• **Aim of the task**
Every line with the word "scale" in it should be extracted from the data that follows.

------------------------------------------------------------

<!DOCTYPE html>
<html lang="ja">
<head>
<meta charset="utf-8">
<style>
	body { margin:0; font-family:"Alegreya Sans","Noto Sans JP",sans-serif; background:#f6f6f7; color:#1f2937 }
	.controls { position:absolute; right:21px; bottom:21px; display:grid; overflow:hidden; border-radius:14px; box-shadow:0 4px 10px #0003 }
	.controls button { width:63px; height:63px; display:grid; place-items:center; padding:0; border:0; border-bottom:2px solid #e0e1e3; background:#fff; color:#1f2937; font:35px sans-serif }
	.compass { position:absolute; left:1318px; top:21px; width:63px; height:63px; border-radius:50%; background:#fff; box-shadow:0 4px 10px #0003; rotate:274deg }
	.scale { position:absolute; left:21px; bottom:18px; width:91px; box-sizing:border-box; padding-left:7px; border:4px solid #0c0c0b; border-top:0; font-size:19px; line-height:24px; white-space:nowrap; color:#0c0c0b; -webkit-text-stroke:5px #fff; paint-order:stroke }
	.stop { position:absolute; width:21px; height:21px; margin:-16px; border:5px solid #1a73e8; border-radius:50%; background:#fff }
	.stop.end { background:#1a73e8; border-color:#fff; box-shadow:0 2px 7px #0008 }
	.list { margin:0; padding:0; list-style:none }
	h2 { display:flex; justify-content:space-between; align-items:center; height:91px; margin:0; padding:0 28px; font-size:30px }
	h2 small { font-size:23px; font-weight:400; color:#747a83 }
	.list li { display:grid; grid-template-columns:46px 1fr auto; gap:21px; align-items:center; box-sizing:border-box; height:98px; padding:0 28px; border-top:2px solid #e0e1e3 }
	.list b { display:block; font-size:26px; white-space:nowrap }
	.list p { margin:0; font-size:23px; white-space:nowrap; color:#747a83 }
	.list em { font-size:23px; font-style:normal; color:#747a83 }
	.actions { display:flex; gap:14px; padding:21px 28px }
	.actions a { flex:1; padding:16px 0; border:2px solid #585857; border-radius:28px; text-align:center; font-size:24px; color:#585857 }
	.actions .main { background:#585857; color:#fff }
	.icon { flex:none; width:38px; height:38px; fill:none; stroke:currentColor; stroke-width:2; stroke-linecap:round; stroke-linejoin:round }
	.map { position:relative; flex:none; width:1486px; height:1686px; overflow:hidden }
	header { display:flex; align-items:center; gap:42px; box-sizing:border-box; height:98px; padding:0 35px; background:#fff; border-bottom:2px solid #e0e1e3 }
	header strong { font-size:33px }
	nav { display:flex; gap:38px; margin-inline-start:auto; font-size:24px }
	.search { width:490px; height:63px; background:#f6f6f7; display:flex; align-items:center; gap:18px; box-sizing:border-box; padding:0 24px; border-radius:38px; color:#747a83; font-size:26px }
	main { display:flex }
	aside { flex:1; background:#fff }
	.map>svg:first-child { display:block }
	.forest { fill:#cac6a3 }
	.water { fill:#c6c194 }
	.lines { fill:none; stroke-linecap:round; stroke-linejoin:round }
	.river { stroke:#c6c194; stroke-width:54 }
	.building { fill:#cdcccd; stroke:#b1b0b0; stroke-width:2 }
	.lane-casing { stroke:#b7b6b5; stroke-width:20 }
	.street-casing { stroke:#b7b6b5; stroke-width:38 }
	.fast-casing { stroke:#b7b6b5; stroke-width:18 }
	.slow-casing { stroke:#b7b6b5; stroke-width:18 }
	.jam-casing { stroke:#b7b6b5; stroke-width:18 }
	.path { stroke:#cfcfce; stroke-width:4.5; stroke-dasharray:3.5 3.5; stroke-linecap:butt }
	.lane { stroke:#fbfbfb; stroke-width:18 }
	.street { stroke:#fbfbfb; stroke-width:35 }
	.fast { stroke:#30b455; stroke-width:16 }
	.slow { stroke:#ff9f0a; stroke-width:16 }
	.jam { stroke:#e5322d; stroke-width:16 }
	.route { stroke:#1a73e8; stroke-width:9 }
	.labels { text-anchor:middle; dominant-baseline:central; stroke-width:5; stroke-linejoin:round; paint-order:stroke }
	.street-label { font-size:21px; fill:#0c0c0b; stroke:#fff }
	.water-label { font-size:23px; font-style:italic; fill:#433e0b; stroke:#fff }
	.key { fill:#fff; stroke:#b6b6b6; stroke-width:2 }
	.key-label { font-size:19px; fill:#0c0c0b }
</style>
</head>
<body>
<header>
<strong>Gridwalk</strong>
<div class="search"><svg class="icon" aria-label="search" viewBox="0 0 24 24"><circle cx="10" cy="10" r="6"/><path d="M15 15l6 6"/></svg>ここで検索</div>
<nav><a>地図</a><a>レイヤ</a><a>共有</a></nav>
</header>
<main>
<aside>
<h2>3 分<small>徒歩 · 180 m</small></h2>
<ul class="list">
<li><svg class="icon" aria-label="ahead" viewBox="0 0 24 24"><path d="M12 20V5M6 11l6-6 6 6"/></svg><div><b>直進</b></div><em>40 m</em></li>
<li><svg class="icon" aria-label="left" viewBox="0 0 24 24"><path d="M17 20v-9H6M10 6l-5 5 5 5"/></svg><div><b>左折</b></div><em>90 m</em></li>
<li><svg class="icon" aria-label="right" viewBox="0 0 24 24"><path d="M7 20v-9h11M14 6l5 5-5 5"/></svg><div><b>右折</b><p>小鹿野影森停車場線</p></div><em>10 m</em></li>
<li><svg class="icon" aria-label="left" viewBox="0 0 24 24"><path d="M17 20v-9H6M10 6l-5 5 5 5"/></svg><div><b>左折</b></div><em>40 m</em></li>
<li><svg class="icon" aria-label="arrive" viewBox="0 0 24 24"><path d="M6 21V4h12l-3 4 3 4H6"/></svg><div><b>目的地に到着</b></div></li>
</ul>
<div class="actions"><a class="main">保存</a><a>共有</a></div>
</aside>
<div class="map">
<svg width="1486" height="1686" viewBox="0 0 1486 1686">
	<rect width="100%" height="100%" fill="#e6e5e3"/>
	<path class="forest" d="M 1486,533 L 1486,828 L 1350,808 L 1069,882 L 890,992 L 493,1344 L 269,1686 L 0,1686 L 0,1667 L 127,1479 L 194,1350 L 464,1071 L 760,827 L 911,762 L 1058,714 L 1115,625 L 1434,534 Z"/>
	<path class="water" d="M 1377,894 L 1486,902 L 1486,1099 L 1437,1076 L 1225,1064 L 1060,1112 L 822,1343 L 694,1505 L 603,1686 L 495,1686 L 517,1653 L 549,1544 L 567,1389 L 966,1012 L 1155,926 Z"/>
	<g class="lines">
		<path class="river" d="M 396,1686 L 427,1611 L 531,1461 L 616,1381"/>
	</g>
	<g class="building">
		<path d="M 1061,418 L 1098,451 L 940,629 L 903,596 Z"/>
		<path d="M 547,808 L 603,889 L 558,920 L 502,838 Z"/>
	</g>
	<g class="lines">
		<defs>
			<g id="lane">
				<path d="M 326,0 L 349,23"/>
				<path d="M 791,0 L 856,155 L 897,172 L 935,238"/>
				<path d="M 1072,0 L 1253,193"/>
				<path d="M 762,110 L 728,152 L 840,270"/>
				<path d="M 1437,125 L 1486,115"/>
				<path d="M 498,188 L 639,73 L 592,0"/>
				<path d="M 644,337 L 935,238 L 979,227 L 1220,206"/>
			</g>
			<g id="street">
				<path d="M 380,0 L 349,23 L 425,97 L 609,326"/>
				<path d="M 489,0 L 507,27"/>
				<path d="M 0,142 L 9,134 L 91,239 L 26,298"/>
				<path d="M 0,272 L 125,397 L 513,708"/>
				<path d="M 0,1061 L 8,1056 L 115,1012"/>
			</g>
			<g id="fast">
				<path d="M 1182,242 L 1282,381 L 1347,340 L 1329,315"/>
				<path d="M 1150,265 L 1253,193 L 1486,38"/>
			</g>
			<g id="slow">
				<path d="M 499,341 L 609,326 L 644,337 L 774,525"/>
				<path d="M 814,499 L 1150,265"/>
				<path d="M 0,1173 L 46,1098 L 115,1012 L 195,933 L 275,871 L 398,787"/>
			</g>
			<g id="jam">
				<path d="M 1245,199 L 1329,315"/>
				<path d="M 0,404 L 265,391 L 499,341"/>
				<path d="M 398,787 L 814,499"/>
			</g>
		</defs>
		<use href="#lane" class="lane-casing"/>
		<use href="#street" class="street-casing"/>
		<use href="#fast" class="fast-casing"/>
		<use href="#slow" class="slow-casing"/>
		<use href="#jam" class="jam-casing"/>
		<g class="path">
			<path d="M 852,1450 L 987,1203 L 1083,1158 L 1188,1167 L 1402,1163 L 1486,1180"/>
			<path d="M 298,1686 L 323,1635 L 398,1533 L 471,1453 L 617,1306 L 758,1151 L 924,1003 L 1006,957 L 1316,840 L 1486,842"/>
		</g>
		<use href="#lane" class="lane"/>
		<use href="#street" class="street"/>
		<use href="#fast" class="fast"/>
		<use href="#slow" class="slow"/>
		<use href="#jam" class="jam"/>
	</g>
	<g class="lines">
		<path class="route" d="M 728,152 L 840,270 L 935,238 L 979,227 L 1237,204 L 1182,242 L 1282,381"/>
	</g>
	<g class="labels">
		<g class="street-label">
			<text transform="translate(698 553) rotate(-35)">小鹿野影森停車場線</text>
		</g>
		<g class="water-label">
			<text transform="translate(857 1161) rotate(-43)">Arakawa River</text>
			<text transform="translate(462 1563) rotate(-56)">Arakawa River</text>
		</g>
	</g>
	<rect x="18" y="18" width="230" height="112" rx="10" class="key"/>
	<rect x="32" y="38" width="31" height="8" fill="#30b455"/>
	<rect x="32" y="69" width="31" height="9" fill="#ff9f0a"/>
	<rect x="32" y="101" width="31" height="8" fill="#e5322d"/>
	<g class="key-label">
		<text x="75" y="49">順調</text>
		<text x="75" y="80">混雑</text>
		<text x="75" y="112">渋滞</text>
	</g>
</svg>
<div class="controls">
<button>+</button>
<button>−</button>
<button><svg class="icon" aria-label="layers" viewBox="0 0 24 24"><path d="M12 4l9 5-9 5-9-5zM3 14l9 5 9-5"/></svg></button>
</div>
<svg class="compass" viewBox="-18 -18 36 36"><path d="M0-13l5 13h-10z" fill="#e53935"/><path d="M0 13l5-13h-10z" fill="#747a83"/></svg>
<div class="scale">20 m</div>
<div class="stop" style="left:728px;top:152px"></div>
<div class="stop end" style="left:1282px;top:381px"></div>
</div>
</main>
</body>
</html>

------------------------------------------------------------

• **Output of the task**
	.scale { position:absolute; left:21px; bottom:18px; width:91px; box-sizing:border-box; padding-left:7px; border:4px solid #0c0c0b; border-top:0; font-size:19px; line-height:24px; white-space:nowrap; color:#0c0c0b; -webkit-text-stroke:5px #fff; paint-order:stroke }
<div class="scale">20 m</div>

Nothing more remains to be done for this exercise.